She says most of the Zoom MMM group is ladies from her previous class in Alexandria, but this summer when she taught a special series focusing on Black composers, she had some members of local orchestras and choruses around the area who joined the class. And now people can tune in from around the country. She explains that people got really excited about the Black artists. “It was all new music to them.”

Gau flashes a screenshot of 12 Black Artists. “See William Grant Still, May 11, 1895-Dec. 3, 1978. He is pictured as a young man and an old man. This gives you the character of the person. I can embed videos, play entire musical examples.” She stops sharing the screen. “Let’s chat.”

Catability wanders across Gau’s desk flashing its tail as Gau answers questions from the students in the class.
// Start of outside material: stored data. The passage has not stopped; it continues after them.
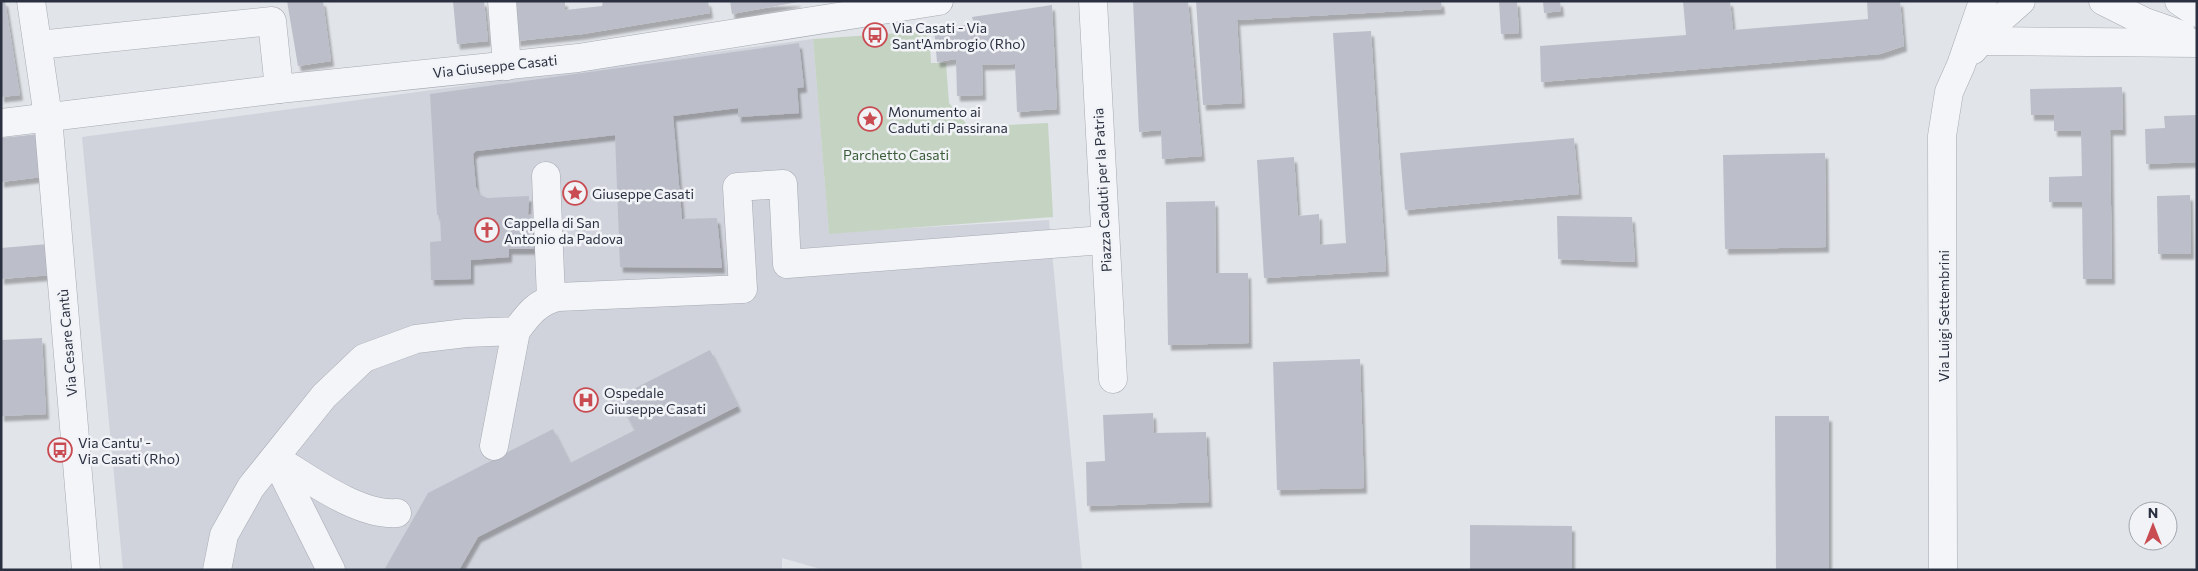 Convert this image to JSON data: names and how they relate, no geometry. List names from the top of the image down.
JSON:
{
  "streets": {
    "street": [
      "Via Giuseppe Casati",
      "Piazza Caduti per la Patria",
      "Via Luigi Settembrini",
      "Via Cesare Cantù"
    ]
  },
  "crossings": [
    ["Via Giuseppe Casati", "Via Cesare Cantù"]
  ],
  "parks": ["Parchetto Casati"],
  "places": {
    "bus stop": ["Via Casati - Via Sant'Ambrogio (Rho)", "Via Cantu' - Via Casati (Rho)"],
    "place": ["Monumento ai Caduti di Passirana", "Giuseppe Casati"],
    "church": ["Cappella di San Antonio da Padova"],
    "hospital": ["Ospedale Giuseppe Casati"]
  },
  "north": "top"
}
They wondered why they hadn’t heard about the Black artists. But she says “the reason is that in concerts the public tends to want to live in their comfort zone so we feed into that fear, and we give them what they want to hear. We have to get people excited about things out of their comfort zone. Wow, look at all this stuff there is to discover.”

Gau says sometimes people want to know if the composition was popular at the time it was composed; sometimes how it relates to the art of the period like Bach to Baroque. Or maybe how long it took to compose, such as the Messiah that Handel wrote in three weeks. “I ask them what they were doing three weeks ago.”

Gau says it can take her four hours to prepare for a class if she has presented the topic before. In another capacity she often gave pre-concert lectures for the National Philharmonic Orchestra as its Associate Conductor. “I like to interact with people and share my passion.” She says a new topic can take 10 hours of preparation “and with MMM, I have all of the visuals. But that’s the great thing about it for me; learning is what I do with my entire life.”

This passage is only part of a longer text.